■ Your goal:
Reproduce nothing but the lines from the one with "Extract the structured" down to the last line of the data below.

■ Data provided:
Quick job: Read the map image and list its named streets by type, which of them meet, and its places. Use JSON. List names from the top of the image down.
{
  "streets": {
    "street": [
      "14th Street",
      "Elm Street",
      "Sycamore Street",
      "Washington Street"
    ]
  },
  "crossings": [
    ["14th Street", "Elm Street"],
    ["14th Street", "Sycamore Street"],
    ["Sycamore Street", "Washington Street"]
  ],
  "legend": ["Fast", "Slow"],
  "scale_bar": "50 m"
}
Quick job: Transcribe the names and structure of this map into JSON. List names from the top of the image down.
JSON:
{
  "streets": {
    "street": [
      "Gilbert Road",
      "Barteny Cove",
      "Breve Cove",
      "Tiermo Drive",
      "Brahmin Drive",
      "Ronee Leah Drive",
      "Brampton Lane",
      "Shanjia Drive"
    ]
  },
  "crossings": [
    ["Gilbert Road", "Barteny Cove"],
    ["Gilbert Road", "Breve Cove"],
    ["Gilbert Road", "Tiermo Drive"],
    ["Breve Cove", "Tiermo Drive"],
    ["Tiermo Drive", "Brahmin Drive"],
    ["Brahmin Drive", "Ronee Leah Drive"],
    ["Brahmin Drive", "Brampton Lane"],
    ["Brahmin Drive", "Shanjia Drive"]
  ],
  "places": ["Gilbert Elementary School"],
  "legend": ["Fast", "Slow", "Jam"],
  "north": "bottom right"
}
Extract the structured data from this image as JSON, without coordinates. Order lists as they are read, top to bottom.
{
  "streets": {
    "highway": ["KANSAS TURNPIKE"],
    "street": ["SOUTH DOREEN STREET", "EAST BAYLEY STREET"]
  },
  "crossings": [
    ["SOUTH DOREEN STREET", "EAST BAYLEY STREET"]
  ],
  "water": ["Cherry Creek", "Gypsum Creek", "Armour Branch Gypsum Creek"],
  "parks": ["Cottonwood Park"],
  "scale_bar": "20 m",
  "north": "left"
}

■ Result below:
Extract the structured data from this image as JSON, without coordinates. Order lists as they are read, top to bottom.
{
  "streets": {
    "highway": ["KANSAS TURNPIKE"],
    "street": ["SOUTH DOREEN STREET", "EAST BAYLEY STREET"]
  },
  "crossings": [
    ["SOUTH DOREEN STREET", "EAST BAYLEY STREET"]
  ],
  "water": ["Cherry Creek", "Gypsum Creek", "Armour Branch Gypsum Creek"],
  "parks": ["Cottonwood Park"],
  "scale_bar": "20 m",
  "north": "left"
}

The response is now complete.